Kebenaran sebagai Adeptio ad Rem
Dalam epistemologi
Thomistik, kebenaran didefinisikan sebagai adaequatio intellectus ad rem—kecocokan
antara intelek dan realitas.²¹ Kebenaran bukanlah hasil konstruksi subjektif,
melainkan penyesuaian rasional terhadap struktur objektif realitas yang
diciptakan Tuhan.²² Oleh karena itu, manusia dapat mengetahui dunia secara
benar karena dunia itu sendiri rasional dan tertata sesuai dengan logos
Ilahi.²³
Kebenaran, bagi
Aquinas, memiliki tiga dimensi: ontologis (segala yang ada benar sejauh ia
ada), logis (penyesuaian intelek terhadap realitas), dan moral (kejujuran dalam
penilaian).²⁴ Dengan demikian, epistemologi Thomistik bukan hanya teori
pengetahuan, tetapi juga mengandung dimensi etis—pengetahuan sejati menuntut
kehendak yang terarah pada kebenaran, bukan pada kesesatan.
Dengan demikian,
epistemologi Thomistik menunjukkan kesatuan rasionalitas dan iman
dalam struktur pengetahuan manusia. Melalui pengalaman empiris, iluminasi
intelek, dan partisipasi dalam kebenaran ilahi, manusia dapat mengenal Tuhan
dan dunia secara rasional tanpa meniadakan dimensi iman. Sistem ini memberikan
dasar filosofis bagi teologi Kristen dan tetap relevan bagi perdebatan modern
tentang hubungan antara sains, rasio, dan religiositas.²⁵
Footnotes
[1]
Étienne Gilson, The Christian
Philosophy of St. Thomas Aquinas
(New York: Random House, 1956), 185–187.
[2]
Frederick Copleston, A
History of Philosophy: Medieval Philosophy (New York: Image Books, 1993), 295–297.
[3]
Aristotle, De Anima, trans. J. A. Smith (Oxford: Clarendon Press, 1931),
III.8, 431b.
[4]
Thomas Aquinas, Summa Theologica, I, q.79, a.3.
[5]
Josef Pieper, Guide to Thomas Aquinas (San Francisco: Ignatius Press, 1991), 67–69.
[6]
Gilson, Being and Some
Philosophers (Toronto: Pontifical
Institute of Mediaeval Studies, 1952), 44.
[7]
Aquinas, Summa Contra Gentiles, I, c.7–9.
[8]
Gilson, The Christian
Philosophy of St.
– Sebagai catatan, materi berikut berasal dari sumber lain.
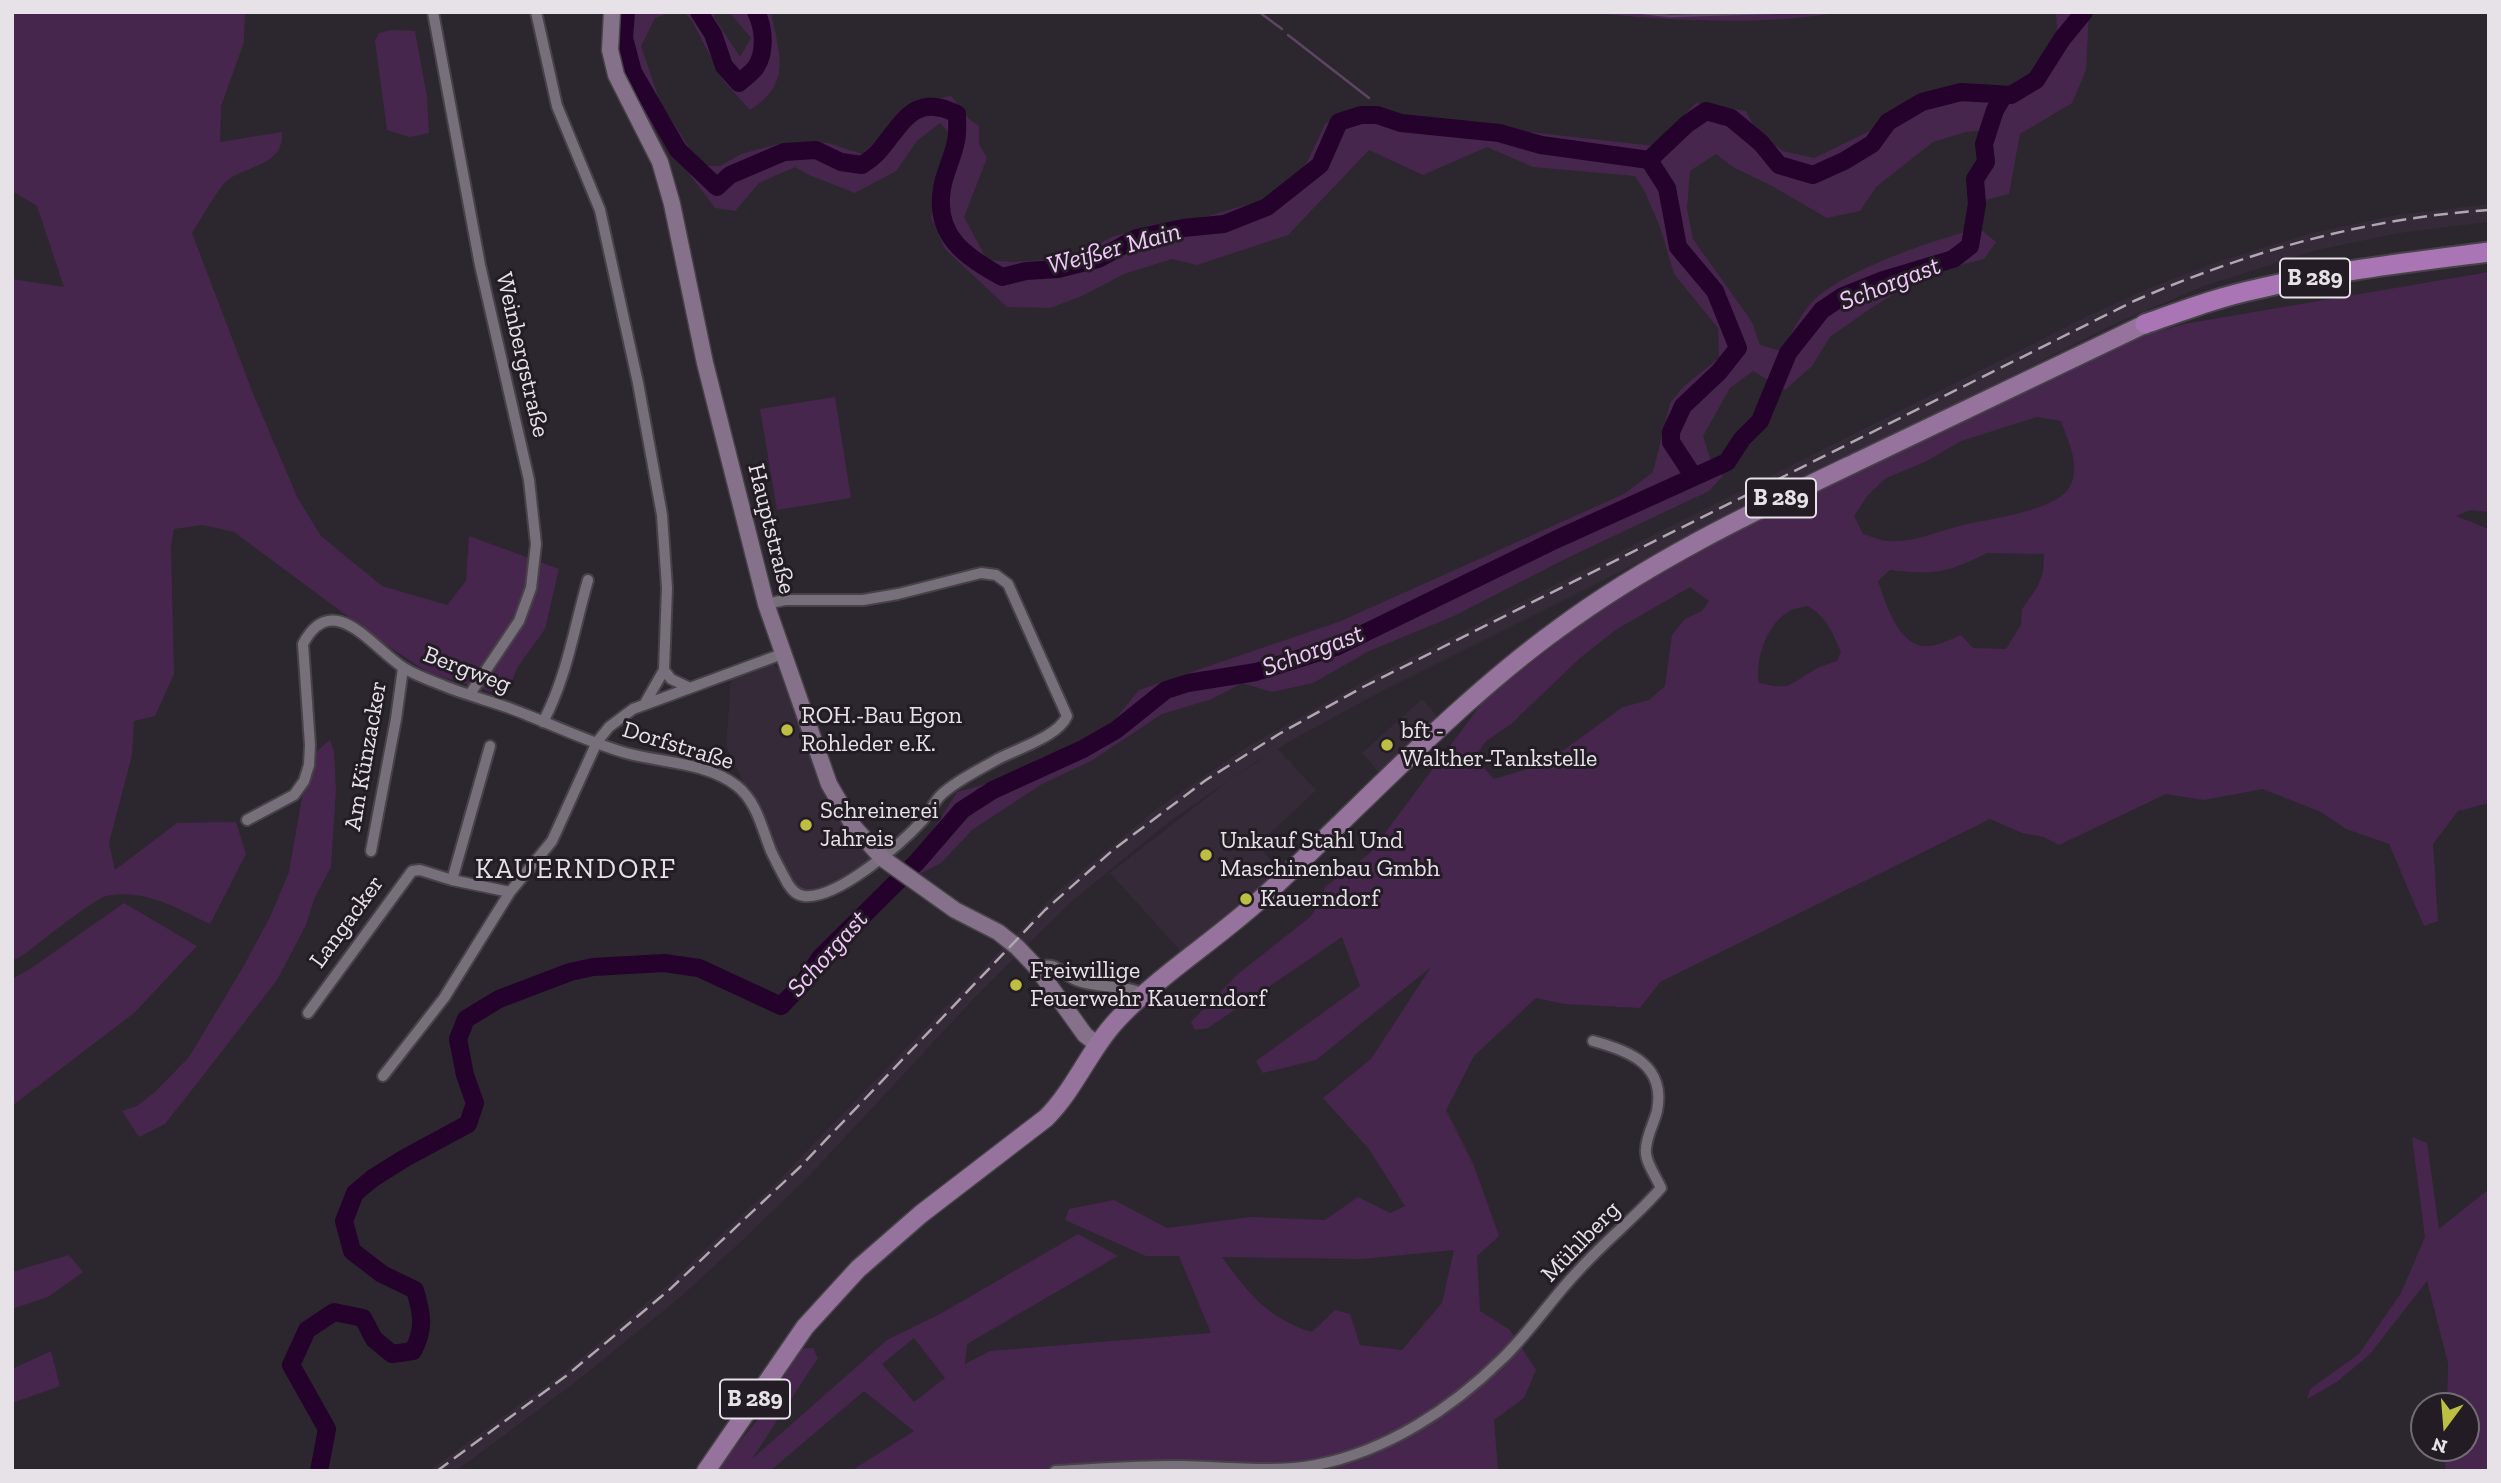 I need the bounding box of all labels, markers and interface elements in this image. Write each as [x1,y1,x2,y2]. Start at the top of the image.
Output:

Thomas Aquinas,
191–193.
[9]
Pieper, The Silence of St.
Thomas (South Bend, IN: St.
Augustine’s Press, 1999), 21–22.
[10]
Anthony Kenny, Aquinas on Mind (New York: Routledge, 1993), 112–114.
[11]
Thomas Aquinas, Summa Theologica, I, q.16, a.5.
[12]
Aquinas, Summa Theologica, I, q.1, a.8.
[13]
Augustine, De Trinitate, XIV, c.15.
[14]
Gilson, The Christian
Philosophy of St. Thomas Aquinas,
196–198.
[15]
Aquinas, Summa Theologica, I, q.79, a.4.
[16]
Pieper, Guide to Thomas Aquinas, 73–75.
[17]
Karl Rahner, Spirit in the World (New York: Herder and Herder, 1968), 81–83.
[18]
Copleston, A History of
Philosophy: Medieval Philosophy,
303.
[19]
Gilson, Being and Some
Philosophers, 51.
[20]
Pieper, The Silence of St.
Thomas, 29–31.
[21]
Thomas Aquinas, De Veritate, q.1, a.1.
[22]
Gilson, The Christian Philosophy
of St. Thomas Aquinas, 199–201.
[23]
Jacques Maritain, The Degrees of
Knowledge (New York: Scribner’s
Sons, 1959), 22–24.
[24]
Aquinas, Summa Theologica, I, q.16, a.3–4.
[25]
Étienne Gilson, The Unity of
Philosophical Experience (New York:
Scribner’s Sons, 1937), 145–147.
5.
Antropologi
Thomistik: Jiwa, Tubuh, dan Akal Budi
Antropologi
Thomistik menempati posisi sentral dalam sistem filsafat Thomas Aquinas karena
ia berfungsi sebagai jembatan antara ontologi metafisik dan etika
teologis. Dalam pandangan Aquinas, manusia merupakan mikrokosmos—sebuah
miniatur kosmos yang memadukan unsur material dan spiritual secara harmonis.¹
Manusia tidak semata tubuh yang berjiwa, melainkan satu kesatuan substansial di
mana jiwa merupakan bentuk (forma substantialis) dari tubuh.²
Dengan demikian, antropologi Thomistik menolak baik dualisme platonik yang
memisahkan jiwa dan tubuh secara tajam, maupun materialisme yang meniadakan
dimensi spiritual manusia.³
5.1.
Manusia sebagai Kesatuan Substansial: Hylomorphisme
Aquinas mengadopsi
teori hylomorphisme
Aristoteles, yaitu pandangan bahwa segala makhluk jasmani
terdiri dari dua prinsip: materi (hyle) dan bentuk
(morphe).⁴ Jiwa manusia berperan sebagai bentuk substansial
tubuh, artinya ia memberikan kehidupan, identitas, dan aktivitas khas bagi
manusia.⁵ Jiwa bukanlah “penjara” bagi tubuh seperti dalam dualisme Plato,
melainkan prinsip yang mengaktualkan potensi tubuh.⁶
Dalam Summa
Theologica, Aquinas menulis bahwa “anima est forma corporis”—jiwa
adalah bentuk tubuh.⁷ Pernyataan ini menunjukkan bahwa jiwa dan tubuh tidak
dapat dipisahkan dalam eksistensi manusia: tubuh tanpa jiwa hanyalah materi
mati, sementara jiwa tanpa tubuh (selain dalam keadaan pascakematian)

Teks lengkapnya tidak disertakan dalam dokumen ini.